With the economy in the pits, companies are leaving no stone unturned in their efforts to cut supply-chain costs.

Taming Energy and Transportation

Better forecasts allow for tighter inventory levels, saving working capital. But what to do about those soaring energy bills? Some companies have seen their expenses rise so high that they see a solid rate of return behind multi-million-dollar efforts to curb them. At Kinross’s Maricunga operation, for example, 12 massive Caterpillar “haul trucks” consume more than 2.5 million gallons of diesel fuel a year. Kinross is installing mining-truck simulators at a cost of $1 million each, one benefit of which is the ability to train operators at every location how to drive so that they save fuel and reduce tire wear.
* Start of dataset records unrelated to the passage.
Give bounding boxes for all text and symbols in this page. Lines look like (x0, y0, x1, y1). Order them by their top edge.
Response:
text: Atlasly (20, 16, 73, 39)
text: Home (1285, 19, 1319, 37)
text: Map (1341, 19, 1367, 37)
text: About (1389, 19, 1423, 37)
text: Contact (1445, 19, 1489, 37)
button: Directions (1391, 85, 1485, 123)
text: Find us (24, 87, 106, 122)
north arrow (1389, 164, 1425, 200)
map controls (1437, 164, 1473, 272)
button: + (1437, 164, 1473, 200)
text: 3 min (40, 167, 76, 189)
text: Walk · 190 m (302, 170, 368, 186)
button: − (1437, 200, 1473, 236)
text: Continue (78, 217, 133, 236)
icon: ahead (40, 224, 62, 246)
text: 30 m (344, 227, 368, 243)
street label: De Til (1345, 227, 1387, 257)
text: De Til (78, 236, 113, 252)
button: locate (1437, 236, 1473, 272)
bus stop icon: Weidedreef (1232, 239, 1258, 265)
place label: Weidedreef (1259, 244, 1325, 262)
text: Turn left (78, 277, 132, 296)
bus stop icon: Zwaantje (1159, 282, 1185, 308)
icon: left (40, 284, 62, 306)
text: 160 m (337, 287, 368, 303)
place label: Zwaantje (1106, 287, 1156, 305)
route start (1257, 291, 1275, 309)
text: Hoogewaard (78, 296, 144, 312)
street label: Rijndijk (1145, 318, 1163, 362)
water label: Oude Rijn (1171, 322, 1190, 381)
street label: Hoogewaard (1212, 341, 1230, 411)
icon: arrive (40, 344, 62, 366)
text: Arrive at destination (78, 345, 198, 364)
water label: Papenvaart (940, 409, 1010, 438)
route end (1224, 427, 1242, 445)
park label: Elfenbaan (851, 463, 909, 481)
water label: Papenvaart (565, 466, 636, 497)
The company is also replacing the haul boxes on its trucks with lighter-weight versions and is treating the box liners with chemicals that help make sure all the ore slides out each time a load is dumped.

To get better pricing on fuel and other consumables, Kinross is coordinating procurement of key commodities with the help of Quadrem International Ltd., a Dutch company that offers an E-commerce platform for buyers and suppliers. And it is seeking to become a “little more sophisticated” in the way it hedges against oil-price increases, says Sean Samson, trading customized options contracts in the over-the-counter market, for example, and exploring hedging opportunities for other commodities. While declining to discuss specific returns on these investments, Samson notes that “at $60 a barrel, a lot of these initiatives didn’t offer great payback. At $120 a barrel, they do.”

Dow Chemical, which consumes the equivalent of 850,000 barrels of oil a day in energy and hydrocarbon feedstocks, is focusing its fight against rising energy costs on conservation. Although it increased the energy efficiency of its worldwide operations by about 22 percent between 1995 and 2005, Zavitz says, it is targeting another 25 percent improvement from the 2005 baseline between now and 2015, via multiple short-, medium-, and long-term initiatives. In 2007, the company announced several joint ventures to secure more-cost-effective feedstocks and promote the development and use of renewable and alternative energy sources. For example, the company has launched an initiative in Brazil to create polyethylene from ethanol derived from renewable sugar cane.

Many companies that are not big consumers of oil and oil derivatives have nonetheless been affected by the sharp rise in fuel costs, of course, especially those in shipping-intensive industries. Avnet Inc., an $18 billion distributor of electronic components and computer products, tries to pass increased freight costs on to its customers where it can, but in the meantime is working with them to minimize the use of overnight and two-day delivery services that typically cost 40 percent or more than standard ground delivery. “By changing their ordering patterns a little, we both save money,” says Avnet senior vice president, CFO, and assistant secretary Ray Sadowski. The company also is trying to consolidate orders more effectively to minimize freight costs, he says, “without having a negative impact on our customers.” Avnet is pursuing similar initiatives with its suppliers, asking them to shun high-cost shipping services when they aren’t required to meet customer timetables.